Wednesday, April 6, 2016

Embrace all your different realities!

You start painting an object and move it into an abstract composition of shapes. It seems to lack depth so you add light and shade, you construct believable grooves and folds. Then this something starts to look like another recognizable subject. You run with it and add more elements that will turn it into a fish, or a person, or a hilltop. Once you're past this layer, all you see is that central shape of a physical being and it annoys you tremendously that this is no longer just an abstract painting that is free to be anything. Does our eye always seek something recognizable to hold onto? Do I as a painter and in my real life need to steady myself with reality?

You turn the piece upside down and tell yourself that you'll start from scratch. You can simply see lines and shapes and colors, without needing to go anywhere else. Yet, within ten seconds your eye begins to search out recognizable imagery - formal elements of a painting aren't enough for it to chew on.

Perhaps it's the nature of shapes and lines to be suggestive.

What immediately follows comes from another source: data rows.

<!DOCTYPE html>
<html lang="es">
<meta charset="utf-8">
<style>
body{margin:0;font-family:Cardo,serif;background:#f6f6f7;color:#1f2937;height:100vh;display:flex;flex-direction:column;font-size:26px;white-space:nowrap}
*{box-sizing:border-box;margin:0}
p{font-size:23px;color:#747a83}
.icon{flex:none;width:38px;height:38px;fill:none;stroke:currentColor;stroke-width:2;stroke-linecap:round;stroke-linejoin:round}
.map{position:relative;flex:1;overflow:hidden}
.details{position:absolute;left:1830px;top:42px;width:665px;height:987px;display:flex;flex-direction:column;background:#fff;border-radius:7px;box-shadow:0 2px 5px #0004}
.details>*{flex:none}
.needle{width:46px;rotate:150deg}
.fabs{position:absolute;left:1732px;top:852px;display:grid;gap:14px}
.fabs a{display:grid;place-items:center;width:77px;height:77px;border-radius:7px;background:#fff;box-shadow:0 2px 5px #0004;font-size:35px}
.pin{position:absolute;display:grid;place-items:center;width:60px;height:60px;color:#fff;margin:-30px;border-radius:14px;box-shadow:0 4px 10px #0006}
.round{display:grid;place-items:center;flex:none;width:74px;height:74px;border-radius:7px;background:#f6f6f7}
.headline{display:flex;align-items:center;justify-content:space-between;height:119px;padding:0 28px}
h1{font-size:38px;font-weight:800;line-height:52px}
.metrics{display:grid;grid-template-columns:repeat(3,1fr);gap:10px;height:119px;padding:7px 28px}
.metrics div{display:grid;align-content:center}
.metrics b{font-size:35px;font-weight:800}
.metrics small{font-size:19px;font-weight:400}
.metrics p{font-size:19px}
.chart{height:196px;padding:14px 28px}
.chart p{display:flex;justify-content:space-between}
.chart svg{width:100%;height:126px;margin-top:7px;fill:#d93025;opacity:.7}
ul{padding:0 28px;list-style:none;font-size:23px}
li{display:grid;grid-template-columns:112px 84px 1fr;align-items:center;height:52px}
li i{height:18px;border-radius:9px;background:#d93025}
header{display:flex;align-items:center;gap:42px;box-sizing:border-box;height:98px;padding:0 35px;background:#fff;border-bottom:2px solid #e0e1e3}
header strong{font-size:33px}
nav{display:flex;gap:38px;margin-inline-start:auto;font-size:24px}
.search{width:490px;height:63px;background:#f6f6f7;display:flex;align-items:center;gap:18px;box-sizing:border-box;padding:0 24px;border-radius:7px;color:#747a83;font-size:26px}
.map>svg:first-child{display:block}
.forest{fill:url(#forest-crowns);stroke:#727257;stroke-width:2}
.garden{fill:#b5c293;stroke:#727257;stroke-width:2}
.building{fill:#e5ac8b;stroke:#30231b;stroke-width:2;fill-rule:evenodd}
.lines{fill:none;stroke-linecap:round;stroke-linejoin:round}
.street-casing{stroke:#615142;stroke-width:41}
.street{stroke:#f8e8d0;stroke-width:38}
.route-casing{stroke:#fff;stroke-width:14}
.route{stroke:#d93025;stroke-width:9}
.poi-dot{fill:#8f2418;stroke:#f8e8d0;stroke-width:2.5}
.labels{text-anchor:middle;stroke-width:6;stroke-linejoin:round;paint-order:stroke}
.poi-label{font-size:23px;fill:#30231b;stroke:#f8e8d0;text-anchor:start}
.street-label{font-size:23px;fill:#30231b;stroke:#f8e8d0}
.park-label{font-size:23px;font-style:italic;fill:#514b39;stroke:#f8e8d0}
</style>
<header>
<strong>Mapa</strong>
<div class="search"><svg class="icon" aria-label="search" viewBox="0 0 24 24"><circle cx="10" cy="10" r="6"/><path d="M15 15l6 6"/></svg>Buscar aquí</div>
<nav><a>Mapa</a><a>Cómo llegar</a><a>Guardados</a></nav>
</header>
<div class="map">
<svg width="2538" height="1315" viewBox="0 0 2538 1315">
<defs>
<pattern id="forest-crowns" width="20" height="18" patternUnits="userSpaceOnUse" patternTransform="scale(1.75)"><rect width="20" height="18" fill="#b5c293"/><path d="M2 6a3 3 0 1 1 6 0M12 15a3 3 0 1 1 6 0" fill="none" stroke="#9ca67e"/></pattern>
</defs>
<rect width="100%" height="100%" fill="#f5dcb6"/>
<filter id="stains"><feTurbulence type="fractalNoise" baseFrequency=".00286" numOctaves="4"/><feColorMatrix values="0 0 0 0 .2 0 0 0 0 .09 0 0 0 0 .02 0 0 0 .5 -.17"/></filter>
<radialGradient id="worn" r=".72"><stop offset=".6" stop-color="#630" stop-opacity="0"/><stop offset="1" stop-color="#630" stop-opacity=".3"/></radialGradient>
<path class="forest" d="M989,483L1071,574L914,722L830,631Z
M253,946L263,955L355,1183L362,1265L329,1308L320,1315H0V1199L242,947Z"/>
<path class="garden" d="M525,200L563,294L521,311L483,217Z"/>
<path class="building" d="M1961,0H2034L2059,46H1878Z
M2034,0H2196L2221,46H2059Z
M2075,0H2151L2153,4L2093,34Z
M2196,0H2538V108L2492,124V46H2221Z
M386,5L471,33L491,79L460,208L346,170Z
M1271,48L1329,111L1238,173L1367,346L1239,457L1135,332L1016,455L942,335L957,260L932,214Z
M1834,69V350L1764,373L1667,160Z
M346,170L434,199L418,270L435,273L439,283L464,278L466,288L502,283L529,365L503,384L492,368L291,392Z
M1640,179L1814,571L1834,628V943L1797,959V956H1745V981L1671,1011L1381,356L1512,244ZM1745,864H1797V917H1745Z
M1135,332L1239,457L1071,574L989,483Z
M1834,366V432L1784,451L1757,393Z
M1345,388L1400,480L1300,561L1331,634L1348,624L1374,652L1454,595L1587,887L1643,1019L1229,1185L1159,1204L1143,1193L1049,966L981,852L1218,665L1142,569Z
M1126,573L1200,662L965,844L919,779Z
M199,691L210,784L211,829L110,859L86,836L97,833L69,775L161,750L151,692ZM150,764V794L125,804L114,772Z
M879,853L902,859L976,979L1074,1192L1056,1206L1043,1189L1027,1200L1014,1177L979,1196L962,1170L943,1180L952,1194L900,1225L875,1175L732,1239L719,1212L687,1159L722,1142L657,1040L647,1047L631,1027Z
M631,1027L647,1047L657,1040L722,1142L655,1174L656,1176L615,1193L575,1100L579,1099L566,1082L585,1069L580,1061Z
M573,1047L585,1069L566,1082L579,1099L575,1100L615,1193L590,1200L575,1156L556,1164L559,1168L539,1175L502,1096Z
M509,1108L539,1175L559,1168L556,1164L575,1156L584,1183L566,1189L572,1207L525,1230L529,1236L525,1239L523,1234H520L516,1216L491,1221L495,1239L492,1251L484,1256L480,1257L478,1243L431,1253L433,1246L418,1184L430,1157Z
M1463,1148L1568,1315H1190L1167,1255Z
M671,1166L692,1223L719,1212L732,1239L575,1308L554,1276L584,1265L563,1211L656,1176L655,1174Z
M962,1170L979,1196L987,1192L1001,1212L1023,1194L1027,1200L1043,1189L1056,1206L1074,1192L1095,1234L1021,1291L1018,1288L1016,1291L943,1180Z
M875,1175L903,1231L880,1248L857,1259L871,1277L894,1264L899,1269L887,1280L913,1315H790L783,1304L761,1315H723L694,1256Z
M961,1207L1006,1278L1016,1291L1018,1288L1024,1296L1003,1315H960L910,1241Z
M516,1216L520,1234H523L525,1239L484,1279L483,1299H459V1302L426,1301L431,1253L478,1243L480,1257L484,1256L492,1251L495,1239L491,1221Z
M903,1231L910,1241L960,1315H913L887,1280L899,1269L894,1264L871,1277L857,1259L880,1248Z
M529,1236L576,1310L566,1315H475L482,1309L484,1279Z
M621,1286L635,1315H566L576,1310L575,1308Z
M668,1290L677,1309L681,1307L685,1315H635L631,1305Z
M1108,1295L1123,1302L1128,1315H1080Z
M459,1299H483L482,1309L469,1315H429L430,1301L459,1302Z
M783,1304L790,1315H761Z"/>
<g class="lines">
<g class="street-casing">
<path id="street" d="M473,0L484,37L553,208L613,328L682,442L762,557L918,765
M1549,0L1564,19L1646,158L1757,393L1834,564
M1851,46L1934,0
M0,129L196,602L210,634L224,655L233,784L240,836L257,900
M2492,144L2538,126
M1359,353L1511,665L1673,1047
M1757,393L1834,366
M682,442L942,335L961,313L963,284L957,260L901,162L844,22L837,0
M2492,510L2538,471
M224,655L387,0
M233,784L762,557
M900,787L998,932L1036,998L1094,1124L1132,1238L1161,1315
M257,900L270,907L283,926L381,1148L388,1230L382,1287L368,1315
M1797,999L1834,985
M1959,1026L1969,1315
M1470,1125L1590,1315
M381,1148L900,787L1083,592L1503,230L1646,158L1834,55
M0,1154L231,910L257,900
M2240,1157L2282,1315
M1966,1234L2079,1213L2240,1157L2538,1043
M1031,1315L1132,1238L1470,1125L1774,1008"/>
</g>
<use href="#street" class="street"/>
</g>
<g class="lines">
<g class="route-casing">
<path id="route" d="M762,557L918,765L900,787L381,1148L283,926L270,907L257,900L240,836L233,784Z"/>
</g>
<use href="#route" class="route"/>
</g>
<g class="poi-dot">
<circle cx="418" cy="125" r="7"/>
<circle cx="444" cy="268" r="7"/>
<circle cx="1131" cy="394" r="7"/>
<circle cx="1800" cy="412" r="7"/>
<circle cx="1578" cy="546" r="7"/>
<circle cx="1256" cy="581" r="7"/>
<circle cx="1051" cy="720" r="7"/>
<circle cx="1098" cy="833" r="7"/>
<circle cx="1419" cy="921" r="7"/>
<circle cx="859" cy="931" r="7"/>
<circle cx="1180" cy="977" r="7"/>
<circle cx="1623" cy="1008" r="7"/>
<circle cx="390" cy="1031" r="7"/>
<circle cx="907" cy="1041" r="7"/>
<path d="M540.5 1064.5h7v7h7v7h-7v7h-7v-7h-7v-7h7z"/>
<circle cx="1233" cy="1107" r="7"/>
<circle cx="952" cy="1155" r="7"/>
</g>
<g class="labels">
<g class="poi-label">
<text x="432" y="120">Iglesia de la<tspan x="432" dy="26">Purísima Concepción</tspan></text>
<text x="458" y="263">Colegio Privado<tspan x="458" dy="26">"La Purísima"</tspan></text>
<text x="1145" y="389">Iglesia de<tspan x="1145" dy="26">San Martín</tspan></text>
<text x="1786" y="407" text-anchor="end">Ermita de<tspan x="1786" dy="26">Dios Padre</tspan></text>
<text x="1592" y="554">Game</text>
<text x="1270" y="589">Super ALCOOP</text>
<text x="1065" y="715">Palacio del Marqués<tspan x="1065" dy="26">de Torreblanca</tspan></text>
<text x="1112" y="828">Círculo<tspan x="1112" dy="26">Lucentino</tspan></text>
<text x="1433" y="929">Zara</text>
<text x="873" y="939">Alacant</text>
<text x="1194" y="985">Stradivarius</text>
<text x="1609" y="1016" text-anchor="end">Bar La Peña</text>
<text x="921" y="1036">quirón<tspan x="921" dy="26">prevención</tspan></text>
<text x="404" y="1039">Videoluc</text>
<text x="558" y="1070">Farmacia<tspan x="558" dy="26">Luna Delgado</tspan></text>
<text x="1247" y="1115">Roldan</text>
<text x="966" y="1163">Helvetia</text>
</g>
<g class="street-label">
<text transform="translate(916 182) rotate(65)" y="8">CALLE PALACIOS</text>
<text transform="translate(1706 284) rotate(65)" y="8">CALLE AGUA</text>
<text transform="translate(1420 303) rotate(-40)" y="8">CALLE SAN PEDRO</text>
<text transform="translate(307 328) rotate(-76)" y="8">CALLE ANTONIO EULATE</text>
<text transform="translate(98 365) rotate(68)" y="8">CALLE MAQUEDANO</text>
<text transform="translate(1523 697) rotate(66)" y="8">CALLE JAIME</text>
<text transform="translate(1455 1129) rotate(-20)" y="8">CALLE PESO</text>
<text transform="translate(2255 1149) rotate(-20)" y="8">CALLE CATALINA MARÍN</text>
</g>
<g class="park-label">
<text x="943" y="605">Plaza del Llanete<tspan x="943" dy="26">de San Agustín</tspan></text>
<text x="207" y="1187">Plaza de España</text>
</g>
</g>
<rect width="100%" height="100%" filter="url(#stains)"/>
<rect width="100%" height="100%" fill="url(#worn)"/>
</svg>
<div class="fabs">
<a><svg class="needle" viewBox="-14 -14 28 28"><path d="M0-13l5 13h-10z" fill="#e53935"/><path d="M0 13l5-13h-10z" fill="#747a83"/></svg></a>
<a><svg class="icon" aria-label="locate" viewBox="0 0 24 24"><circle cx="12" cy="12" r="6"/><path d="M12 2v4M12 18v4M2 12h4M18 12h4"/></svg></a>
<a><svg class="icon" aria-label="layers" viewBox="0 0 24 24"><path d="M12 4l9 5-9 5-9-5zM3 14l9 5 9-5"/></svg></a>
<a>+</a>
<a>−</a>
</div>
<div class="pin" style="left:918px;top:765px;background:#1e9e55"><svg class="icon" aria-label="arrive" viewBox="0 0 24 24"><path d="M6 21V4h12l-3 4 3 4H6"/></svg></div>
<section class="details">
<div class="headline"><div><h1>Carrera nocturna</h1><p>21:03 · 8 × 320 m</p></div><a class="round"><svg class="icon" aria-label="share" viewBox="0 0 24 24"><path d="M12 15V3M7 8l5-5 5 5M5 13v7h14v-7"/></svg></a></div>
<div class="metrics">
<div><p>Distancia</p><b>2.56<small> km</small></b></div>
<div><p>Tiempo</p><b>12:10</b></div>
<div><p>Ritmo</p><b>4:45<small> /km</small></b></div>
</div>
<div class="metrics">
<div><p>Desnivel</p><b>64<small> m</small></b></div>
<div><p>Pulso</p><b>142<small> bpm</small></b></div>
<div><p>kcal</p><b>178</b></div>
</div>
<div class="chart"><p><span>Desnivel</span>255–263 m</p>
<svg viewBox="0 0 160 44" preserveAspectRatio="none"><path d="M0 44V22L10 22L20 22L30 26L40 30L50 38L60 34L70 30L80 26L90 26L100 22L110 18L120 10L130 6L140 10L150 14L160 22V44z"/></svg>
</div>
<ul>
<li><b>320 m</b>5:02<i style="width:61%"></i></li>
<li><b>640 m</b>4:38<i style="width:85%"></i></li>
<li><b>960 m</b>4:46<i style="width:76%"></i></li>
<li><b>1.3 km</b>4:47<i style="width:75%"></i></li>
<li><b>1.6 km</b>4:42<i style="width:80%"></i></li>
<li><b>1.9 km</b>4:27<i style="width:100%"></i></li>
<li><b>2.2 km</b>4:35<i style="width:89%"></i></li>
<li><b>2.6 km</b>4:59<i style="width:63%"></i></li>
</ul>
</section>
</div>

With one stroke Japanese calligraphers evoke a mountain top because they know our eyes will complete the scene on their own. So why should I try to run away from suggestive imagery? Why not embrace as many realities as come to mind? When the landscape is full of incomplete spaces, our eyes are able to take it in and add to it in just the same way they see things in an abstract shape. It's about doing more with less. Wouldn't that be a nice life motto?